Meta-optimization of maximally-localized Wannier functions

TL;DR

This paper presents a universal meta-optimization method using machine learning to automate and accelerate the generation of maximally-localized Wannier functions, enhancing their application in materials science.

Contribution

The authors introduce a novel, automated meta-optimization approach that significantly improves the efficiency and accuracy of Wannier function generation in complex electronic systems.

Findings

Autonomous interpolation of entangled band structures with millielectronvolt accuracy.

Thousand-fold acceleration of Boltzmann transport calculations.

Ultra-fast high-throughput Wannier function computations for large materials datasets.

Abstract

Maximally-localized Wannier functions are quantum wavefunctions resembling atomic orbitals that are used to describe electrons in condensed matter. Since their introduction in 1997, these functions have become ubiquitous in ab initio materials simulations, including applications in linear-scaling methods, strongly-correlated electron systems, quantum transport, electron-phonon interactions, and topological materials. Despite their widespread adoption in a vast software ecosystem, Wannier functions have not yet attained their fullest potential in the presence of entangled bands, as their optimization remains challenging and labor-intensive.
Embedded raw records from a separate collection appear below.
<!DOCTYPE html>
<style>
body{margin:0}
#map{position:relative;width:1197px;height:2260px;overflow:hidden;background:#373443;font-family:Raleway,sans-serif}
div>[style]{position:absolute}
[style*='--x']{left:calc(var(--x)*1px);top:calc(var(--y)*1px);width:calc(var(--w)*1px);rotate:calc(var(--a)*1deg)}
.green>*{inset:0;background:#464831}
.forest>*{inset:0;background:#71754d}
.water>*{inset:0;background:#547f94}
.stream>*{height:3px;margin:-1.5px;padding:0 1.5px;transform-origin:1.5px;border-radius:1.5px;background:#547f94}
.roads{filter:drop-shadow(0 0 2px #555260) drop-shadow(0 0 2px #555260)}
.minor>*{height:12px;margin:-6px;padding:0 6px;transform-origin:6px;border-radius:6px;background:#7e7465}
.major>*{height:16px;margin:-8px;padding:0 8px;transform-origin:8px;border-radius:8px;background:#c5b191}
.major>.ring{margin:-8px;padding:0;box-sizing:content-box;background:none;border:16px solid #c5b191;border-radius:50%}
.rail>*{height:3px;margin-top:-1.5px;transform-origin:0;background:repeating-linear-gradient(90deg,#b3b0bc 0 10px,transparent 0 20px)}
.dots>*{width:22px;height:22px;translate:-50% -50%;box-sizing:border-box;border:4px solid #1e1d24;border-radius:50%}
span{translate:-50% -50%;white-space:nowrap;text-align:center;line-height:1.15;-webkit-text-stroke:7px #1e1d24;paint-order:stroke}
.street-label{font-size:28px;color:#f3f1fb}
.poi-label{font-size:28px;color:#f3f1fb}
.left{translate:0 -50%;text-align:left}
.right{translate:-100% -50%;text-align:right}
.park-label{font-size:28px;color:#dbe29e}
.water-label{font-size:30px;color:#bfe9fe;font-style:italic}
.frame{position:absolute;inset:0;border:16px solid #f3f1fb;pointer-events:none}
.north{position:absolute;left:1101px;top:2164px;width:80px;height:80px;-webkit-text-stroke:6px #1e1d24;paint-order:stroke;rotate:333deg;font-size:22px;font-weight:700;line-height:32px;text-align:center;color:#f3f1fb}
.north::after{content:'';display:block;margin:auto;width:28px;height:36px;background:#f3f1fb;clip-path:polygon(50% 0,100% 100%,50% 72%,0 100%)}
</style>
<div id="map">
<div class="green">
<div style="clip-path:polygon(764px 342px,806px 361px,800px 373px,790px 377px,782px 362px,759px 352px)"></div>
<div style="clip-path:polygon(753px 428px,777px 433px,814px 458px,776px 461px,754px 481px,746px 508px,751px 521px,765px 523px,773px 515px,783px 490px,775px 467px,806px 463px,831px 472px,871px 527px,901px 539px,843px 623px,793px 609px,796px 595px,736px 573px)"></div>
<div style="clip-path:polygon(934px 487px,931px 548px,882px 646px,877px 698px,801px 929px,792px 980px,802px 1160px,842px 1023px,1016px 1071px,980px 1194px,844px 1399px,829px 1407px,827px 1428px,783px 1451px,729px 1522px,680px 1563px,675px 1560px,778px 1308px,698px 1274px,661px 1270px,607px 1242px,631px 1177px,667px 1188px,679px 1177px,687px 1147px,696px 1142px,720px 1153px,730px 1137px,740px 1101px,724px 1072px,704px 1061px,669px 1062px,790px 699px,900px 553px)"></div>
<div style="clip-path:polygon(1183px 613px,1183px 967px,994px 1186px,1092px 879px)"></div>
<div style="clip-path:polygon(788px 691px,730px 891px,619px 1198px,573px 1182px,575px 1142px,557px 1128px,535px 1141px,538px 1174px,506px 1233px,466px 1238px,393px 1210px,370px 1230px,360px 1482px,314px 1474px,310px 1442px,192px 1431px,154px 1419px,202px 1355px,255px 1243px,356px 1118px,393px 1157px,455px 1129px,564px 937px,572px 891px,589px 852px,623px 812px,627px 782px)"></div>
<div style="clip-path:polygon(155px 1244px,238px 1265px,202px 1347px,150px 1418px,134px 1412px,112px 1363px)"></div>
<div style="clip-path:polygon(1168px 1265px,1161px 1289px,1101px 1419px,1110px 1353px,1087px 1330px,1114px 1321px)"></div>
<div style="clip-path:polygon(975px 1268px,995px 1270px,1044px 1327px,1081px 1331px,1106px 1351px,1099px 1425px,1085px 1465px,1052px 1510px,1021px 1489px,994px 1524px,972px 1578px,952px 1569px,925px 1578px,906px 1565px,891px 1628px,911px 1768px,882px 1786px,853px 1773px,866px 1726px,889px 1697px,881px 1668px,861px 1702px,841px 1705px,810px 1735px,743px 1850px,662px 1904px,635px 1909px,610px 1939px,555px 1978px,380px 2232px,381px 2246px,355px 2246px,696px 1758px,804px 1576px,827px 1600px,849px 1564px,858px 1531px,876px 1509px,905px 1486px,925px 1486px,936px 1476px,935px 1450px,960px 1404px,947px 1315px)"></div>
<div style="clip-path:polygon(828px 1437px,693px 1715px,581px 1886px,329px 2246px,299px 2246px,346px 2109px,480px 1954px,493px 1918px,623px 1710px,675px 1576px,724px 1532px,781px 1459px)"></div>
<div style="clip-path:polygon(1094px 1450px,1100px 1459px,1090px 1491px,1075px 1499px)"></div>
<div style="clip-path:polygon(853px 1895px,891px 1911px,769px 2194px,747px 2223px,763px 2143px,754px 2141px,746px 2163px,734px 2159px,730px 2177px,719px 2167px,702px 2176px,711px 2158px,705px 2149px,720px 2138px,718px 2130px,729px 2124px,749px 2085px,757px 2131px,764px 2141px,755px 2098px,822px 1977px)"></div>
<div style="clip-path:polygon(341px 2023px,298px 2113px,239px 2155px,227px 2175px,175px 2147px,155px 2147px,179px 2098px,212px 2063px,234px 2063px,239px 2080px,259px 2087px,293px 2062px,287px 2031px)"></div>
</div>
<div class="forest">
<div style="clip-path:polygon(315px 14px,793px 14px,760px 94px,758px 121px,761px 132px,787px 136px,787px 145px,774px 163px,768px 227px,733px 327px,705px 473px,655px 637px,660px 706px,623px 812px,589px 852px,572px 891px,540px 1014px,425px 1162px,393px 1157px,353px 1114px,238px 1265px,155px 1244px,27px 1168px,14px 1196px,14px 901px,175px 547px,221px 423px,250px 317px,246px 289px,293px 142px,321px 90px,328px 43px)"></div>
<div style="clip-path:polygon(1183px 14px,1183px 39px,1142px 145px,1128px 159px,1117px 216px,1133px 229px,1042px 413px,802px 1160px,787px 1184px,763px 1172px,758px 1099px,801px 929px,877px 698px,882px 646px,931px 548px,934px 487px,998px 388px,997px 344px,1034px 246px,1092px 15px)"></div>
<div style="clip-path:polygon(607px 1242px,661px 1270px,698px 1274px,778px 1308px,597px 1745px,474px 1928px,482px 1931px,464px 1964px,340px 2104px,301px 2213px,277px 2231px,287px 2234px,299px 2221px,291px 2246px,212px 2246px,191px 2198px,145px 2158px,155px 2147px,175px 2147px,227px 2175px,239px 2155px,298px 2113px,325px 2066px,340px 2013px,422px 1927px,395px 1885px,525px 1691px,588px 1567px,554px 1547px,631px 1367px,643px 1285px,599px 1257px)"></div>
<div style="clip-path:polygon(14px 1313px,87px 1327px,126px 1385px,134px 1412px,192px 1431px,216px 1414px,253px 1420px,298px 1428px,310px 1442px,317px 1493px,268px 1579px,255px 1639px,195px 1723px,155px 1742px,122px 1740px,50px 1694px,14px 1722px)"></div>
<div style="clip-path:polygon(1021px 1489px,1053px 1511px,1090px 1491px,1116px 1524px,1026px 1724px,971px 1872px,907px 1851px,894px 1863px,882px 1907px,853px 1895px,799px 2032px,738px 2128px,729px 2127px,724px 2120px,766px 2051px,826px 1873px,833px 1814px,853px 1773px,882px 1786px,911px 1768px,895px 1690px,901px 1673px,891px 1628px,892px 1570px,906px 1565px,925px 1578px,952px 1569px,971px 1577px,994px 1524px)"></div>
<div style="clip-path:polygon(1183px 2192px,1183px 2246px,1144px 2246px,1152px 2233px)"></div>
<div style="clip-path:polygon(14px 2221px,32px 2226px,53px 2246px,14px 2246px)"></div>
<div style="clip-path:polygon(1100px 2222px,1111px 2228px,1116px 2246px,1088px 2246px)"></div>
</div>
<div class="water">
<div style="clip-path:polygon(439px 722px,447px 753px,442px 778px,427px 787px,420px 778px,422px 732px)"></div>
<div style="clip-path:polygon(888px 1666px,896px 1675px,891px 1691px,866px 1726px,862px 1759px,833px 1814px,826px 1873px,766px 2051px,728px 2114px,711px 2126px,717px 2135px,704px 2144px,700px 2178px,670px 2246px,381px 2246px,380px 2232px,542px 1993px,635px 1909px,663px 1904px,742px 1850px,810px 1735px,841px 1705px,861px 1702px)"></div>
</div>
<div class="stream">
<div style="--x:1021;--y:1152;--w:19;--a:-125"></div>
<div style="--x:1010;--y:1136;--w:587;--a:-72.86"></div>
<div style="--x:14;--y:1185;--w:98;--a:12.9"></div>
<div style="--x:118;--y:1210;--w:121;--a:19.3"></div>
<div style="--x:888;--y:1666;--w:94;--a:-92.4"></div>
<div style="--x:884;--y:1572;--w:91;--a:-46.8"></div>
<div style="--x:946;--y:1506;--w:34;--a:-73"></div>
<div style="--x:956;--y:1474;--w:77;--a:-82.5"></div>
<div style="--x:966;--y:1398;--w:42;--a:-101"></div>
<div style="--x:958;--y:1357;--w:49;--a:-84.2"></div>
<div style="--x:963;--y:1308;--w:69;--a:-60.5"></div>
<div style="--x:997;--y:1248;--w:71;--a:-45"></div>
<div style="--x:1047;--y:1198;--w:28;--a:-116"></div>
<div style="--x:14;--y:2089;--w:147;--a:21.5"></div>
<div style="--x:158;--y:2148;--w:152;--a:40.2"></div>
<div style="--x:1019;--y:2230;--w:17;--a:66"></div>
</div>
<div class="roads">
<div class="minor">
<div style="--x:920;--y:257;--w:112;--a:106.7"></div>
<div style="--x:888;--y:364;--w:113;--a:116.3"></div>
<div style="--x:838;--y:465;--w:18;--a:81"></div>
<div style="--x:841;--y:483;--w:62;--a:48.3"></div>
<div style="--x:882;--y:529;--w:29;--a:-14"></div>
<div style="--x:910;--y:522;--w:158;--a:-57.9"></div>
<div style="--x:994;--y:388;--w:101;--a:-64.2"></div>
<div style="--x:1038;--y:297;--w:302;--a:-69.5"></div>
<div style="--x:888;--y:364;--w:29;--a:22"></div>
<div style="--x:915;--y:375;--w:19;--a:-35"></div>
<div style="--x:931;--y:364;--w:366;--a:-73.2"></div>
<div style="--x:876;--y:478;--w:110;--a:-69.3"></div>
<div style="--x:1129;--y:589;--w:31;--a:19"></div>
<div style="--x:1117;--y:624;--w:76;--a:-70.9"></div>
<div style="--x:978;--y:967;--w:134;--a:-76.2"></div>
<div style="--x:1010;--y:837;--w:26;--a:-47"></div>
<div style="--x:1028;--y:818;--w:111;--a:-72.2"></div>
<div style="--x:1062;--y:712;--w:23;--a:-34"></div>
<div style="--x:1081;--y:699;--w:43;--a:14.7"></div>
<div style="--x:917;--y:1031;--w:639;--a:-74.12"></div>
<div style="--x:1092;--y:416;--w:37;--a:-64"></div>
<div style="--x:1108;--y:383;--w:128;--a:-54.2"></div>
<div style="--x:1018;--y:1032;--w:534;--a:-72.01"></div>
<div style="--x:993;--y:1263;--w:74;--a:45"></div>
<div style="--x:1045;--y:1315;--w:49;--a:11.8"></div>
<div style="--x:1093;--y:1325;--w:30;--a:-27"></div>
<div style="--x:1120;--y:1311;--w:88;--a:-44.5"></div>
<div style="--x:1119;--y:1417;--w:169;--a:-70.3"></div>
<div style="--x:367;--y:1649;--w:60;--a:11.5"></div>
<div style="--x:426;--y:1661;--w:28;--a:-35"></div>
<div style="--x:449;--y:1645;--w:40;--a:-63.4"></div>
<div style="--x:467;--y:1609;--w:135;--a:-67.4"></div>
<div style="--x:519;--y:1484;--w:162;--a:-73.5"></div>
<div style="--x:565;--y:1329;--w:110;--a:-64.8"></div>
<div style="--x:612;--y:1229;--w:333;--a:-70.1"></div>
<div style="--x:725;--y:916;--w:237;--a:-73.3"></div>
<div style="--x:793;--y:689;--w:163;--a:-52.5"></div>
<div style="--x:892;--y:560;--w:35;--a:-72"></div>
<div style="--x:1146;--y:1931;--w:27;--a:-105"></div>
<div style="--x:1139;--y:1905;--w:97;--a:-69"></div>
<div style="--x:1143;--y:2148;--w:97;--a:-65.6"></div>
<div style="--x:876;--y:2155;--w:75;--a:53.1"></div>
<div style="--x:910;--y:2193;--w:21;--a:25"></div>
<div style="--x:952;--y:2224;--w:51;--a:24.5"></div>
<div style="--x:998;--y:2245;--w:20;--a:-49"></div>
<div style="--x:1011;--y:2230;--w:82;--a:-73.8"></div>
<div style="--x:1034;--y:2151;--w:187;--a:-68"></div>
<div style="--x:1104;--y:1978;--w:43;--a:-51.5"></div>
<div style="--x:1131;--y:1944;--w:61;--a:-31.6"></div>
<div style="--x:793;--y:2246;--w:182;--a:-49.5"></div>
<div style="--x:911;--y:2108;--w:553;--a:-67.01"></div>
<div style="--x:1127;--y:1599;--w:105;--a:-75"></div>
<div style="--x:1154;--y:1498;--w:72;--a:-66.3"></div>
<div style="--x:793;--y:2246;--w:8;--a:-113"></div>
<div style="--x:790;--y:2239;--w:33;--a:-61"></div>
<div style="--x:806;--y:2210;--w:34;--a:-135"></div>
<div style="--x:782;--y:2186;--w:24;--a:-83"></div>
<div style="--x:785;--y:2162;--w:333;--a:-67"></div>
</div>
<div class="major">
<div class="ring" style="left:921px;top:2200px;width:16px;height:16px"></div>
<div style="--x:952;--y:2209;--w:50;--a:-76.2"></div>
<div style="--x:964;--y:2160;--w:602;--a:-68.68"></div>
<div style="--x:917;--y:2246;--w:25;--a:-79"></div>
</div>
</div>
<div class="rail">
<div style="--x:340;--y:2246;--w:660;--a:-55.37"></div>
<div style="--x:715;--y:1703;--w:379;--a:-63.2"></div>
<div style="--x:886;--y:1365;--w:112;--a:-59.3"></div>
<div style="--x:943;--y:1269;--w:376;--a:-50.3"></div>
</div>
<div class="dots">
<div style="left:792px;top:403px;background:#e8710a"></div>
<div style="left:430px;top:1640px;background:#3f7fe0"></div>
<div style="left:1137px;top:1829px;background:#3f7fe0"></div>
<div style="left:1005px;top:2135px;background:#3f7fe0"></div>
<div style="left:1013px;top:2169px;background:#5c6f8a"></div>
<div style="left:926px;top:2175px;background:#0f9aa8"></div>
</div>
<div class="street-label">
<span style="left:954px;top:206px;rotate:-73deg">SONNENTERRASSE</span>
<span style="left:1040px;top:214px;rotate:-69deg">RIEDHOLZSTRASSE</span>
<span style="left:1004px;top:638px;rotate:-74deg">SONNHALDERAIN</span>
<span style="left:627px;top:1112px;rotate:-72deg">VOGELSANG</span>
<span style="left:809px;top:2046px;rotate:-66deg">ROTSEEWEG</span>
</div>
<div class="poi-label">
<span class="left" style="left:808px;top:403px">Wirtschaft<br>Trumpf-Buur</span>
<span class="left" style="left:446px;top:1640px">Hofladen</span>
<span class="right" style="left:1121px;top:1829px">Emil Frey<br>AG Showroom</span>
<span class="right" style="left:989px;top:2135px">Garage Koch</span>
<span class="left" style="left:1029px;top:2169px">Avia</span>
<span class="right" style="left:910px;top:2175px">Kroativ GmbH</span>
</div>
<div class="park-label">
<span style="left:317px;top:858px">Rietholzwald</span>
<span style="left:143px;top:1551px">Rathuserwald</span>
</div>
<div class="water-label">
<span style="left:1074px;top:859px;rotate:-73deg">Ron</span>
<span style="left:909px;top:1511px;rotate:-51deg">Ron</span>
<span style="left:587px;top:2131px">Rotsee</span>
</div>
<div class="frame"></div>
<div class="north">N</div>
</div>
Here, we introduce a universal meta-optimization method that leverages workflow abstraction and machine learning techniques like differential evolution and Bayesian optimization to generate globally optimized Wannier functions without human intervention. We demonstrate this approach through three applications: (i) autonomous interpolation of entangled band structures with millielectronvolt accuracy starting from coarse Brillouin zone grids, (ii) thousand-fold acceleration of fully ab initio Boltzmann transport calculations via the use of minimal coarse Brillouin zone grids, and (iii) ultra-fast high-throughput calculations of high-precision Wannier functions for large materials libraries. This work brings calculations that previously required supercomputers within the reach of personal computers.